Mediante una serie de noticias falsas y videos montados en estudios de
grabación, comenzaron una delicada maniobra ejecutada con precisión
milimétrica, para borrar progresivamente del mapa a aquel país, y de desterrarlo
también del imaginario de la gente. A la noticia del dictador inventado, le
sumaron la técnica de una operación propagandística publicando un ataque
nuclear con serie de bombas nucleares y químicas que volvieron al país
inhabitable, todo esto en medio de una violenta guerra civil.
Todo
el mundo veía las imágenes en los distintos portales con horror y
estremecimiento. Ni se les ocurría dudar de ellas. Pero ninguno había estado
allí como para constatarlo. ¿Para qué entregarse a la duda? Mejor era creer aquella
tragedia, y esperar que nada malo sucediese en el país donde ellos vivían.
¿Qué
era de la vida de los verdaderos damnificados? Nadie lo sabía. Probablemente
estuviesen todos muertos, infectados, esperando una cura que nunca llegó.
La
primer generación vivió con horror aquellos años. La segunda ya no lo recordaba
tanto, los nuevos conflictos que se habían generado con la exclusiva finalidad
de poner la atención de la plebe en otros puntos se había encargado de ello, en
suma con un completo silencio por parte de los medios de comunicación, que
evitaban cualquier tipo de mención o información detallada sobre el destino de
aquella nación. La generación que vino después ya directamente no tenía
registro de que hubiera un país allí.
En
el mientras tanto, todos los recursos militares se dedicaron a salvaguardar al
resto de la población mundial, empezando por los países limítrofes, y así
evitar que aquel virus se propagara, principalmente asegurando el tránsito
aéreo.
Para
después dejaron el estudio científico de aquel virus, pues el acceso al
continente todavía era riesgoso.
Las
respuestas les resultaron esquivas desde aquel lejano año 2200 hasta hoy. Nadie
sabe qué les pasa a estos humanos, nadie sabe porque no mueren, porqué se
mantienen para siempre en ese estado de putrefacción, ni qué tipo de energía
los mueve a seguir deambulando.
Yo
me había especializado en la extraña mutación que sufrían los hombres y mujeres
afectados con el virus, aunque nunca había estudiado un caso en persona.

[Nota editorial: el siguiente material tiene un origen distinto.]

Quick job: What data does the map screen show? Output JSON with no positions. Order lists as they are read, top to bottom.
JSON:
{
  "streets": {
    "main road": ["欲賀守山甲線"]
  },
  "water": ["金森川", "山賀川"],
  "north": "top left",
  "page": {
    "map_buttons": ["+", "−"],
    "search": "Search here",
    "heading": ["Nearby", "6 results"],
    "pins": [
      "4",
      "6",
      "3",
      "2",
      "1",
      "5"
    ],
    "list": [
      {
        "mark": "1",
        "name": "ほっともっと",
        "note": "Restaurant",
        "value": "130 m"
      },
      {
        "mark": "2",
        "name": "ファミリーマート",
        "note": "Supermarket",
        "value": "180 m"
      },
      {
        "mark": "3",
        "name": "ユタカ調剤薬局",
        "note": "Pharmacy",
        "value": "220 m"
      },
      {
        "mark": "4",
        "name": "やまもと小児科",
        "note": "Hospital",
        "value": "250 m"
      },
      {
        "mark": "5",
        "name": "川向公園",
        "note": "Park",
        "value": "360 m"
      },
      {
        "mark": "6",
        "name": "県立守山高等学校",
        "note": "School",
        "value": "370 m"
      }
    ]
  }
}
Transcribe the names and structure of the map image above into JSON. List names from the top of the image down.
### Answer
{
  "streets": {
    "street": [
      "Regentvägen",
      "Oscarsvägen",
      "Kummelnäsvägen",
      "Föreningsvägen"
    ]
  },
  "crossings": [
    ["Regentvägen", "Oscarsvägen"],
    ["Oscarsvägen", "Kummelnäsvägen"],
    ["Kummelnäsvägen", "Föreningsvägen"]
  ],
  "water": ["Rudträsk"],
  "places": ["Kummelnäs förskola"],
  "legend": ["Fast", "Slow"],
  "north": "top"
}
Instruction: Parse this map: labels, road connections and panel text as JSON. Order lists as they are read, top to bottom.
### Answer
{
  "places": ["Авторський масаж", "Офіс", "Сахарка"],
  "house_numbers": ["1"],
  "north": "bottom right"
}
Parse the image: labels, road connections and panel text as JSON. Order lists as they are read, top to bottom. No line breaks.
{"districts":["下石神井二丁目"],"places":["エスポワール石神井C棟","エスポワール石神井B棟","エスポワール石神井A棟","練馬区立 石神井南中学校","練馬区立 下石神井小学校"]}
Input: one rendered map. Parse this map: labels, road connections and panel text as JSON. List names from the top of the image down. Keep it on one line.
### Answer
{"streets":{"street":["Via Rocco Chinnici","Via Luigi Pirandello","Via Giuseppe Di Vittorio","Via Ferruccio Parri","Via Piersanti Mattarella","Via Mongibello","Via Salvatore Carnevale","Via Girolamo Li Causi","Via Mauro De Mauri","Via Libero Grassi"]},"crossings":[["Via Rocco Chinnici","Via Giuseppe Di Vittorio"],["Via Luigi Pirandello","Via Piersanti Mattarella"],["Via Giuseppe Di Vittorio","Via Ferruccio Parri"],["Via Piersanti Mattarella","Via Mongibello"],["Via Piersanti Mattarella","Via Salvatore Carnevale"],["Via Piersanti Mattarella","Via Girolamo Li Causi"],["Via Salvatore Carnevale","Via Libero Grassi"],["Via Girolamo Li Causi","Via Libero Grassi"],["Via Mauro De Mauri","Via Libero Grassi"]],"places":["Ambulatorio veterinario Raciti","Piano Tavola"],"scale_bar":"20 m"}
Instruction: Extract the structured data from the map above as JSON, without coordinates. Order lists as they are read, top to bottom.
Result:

Me
bastaba con las imágenes vistas en los videos para sentir asco y pena por
aquellos humanos que sufrían tal degeneración.
La
transformación era horrorosa: los sujetos no perdían la inteligencia, aunque sí
algo de fuerza. Sus músculos y funciones biológicas se deforman, incluso la
visión, pero su vitalidad se veía alimentada por una fuerza difícil de
precisar. Había algo profundamente inquietante en aquella metamorfosis, algo
que era esquivo a la ciencia, a los estudios, al conocimiento detentado por la
humanidad.
Me
preguntaba a veces como hacía para convivir con lo que sabía, para seguir día a
día en aquel contexto de caos, de mentira, de opresión y sufrimiento. Lo cierto
es que en el mundo hay belleza. Es parte del escenario. Parte de combo. Aun a
mi edad, e incluso siendo yo un hombre de ciencia, me maravilla el hecho de
estar vivo. Hay algo muy mágico en esto. Mágico y macabro. La curiosidad aun
hoy me deslumbra, me desvela. Me hace sobreponer al horror. Quiero saber.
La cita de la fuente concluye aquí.